La nacelle avait ralenti sa marche comme si le chanteur eût craint de n’être point entendu. Elle fut bientôt hors de portée, et, virant de bord, elle glissa de nouveau comme une flèche sur la Seine. Charles demeurait fixé à la place qu’il occupait, les bras pendants, le cerveau plein de vertige. Mariette, effrayée de sa pâleur, lui en demanda la cause.

— Je ne sais pourquoi cette chanson m’a troublé, murmura-t-il. Mariette, quittons-nous ; plus tard je te reverrai !

— Qu’avez-vous donc ? demanda la jeune fille.

— Rien, Mariette ; tu ne connais pas la voix qui chantait cette chanson ?

— Quelque seigneur ou un marinier, dit Mariette. La nuit est sombre, cependant, et on ne chante guère en ce lieu-ci.

— Mariette, reprit Charles, je dois partir ; laisse-moi regagner l’hôtel de l’île, on m’attend.

— Je ne vous quitte plus, répondit Mariette ; non, je dois vous suivre, m’attacher à vos pas ! Cet hôtel, vous ne pouvez l’habiter. À quel titre ? Oh ! revenez, ami, revenez à moi ; je tremble, je ne sais pourquoi, de vous laisser seul. Les paroles de ce chanteur inconnu m’ont toute glacée. N’avez-vous pas hâte, d’ailleurs, de revoir votre bon père ? Vos larmes, vos remords, les foulerez-vous à vos pieds ? Répondez-moi ! Jugez de sa surprise ; il ignore votre retour, il a fallu qu’un mystérieux avis me prévînt que vous arriviez ici sous un autre nom. Je ne lui dirai rien de cette entrevue, je vous le promets.

— Et de qui donc était cet avis ? demanda Charles troublé, en s’acheminant dans la direction de l’hôtel avec Mariette, qui cherchait en vain à le retenir.

— D’un ami, sans doute. Hélas ! je n’en ai qu’un ; oh ! vous le verrez bientôt.

— Mariette, reprit tout à coup Charles Gruyn, laissez-moi ; n’apercevez-vous pas ce page en livrée qui vient à nous ?

— Il est facile de voir, à son pas et aux oscillations de torche, qu’il marche vite.

— Oui, il a sans doute à me parler. Je le reconnais, c’est Cesara !
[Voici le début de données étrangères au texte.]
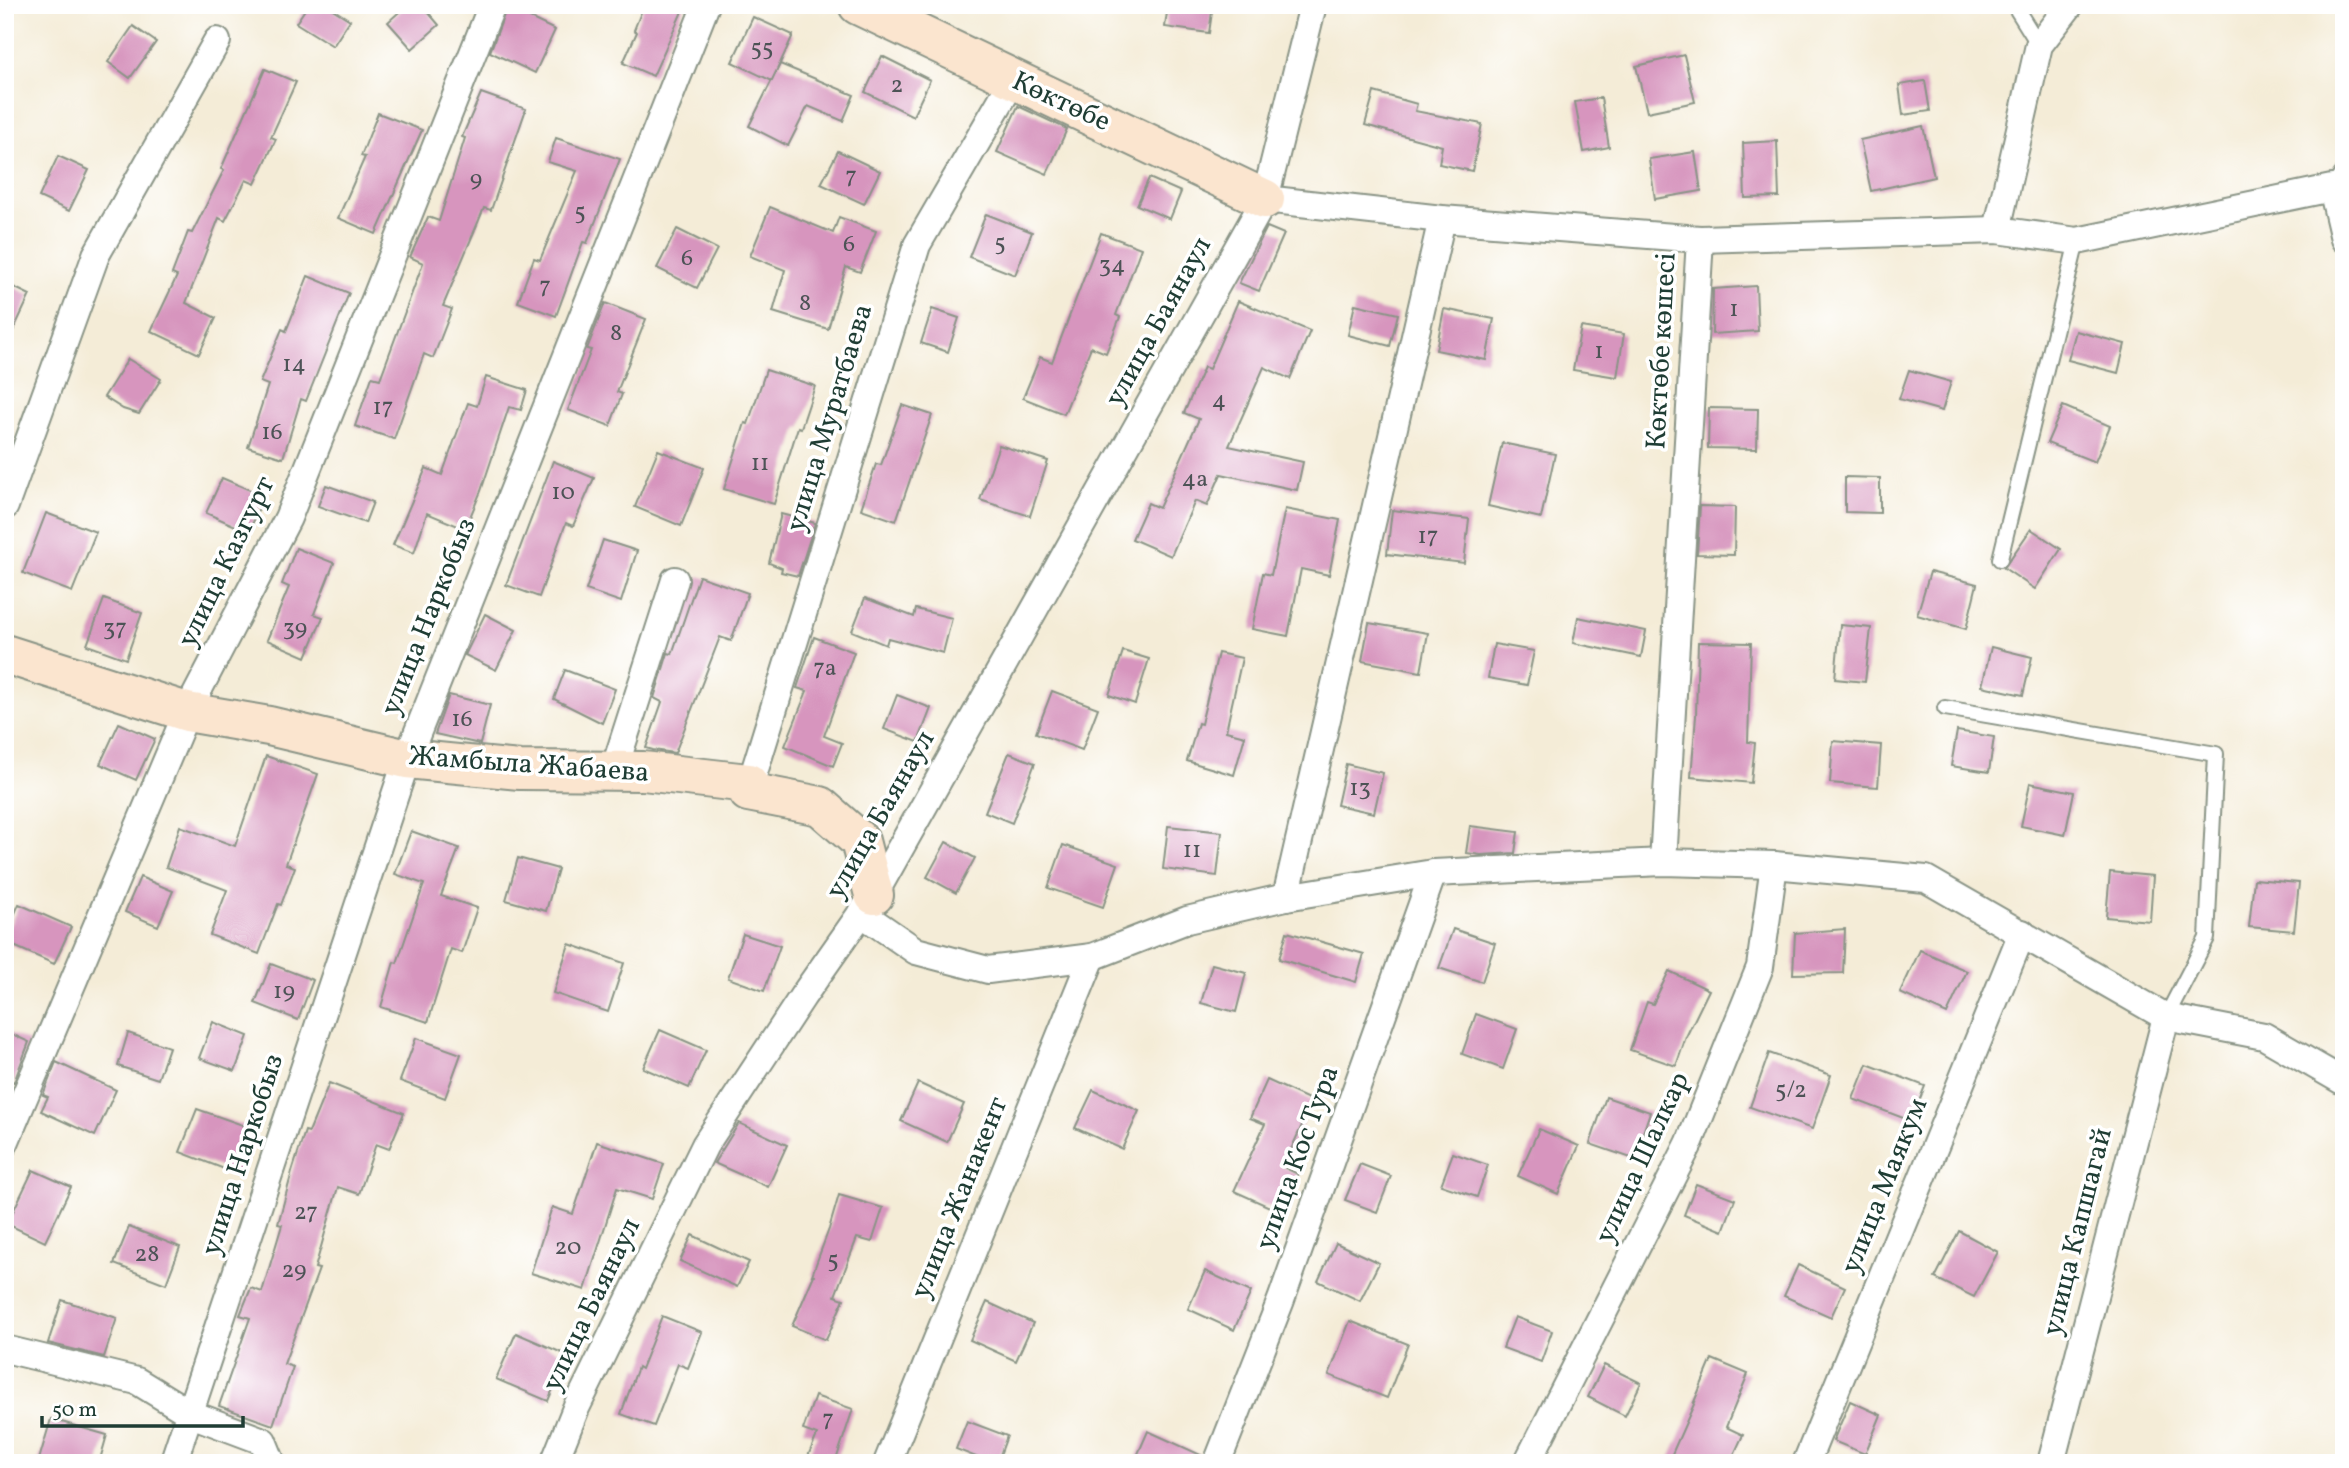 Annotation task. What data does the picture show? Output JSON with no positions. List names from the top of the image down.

Cesara, le page de la comtesse, s’approchait en effet de Charles ; son visage portait l’empreinte de l’inquiétude, son cœur battait si vite qu’il ne put d’abord parler.

— Accourez vite, monsieur le comte, dit-il enfin, la comtesse de San-Pietro vous attend !

— La comtesse de San-Pietro ! murmura Mariette d’une voix faible. Marié, il est marié !

Et elle appuya sa main défaillante sur le parapet du quai, pendant que Charles suivait Cesara à travers la cour de l’hôtel, en toute hâte.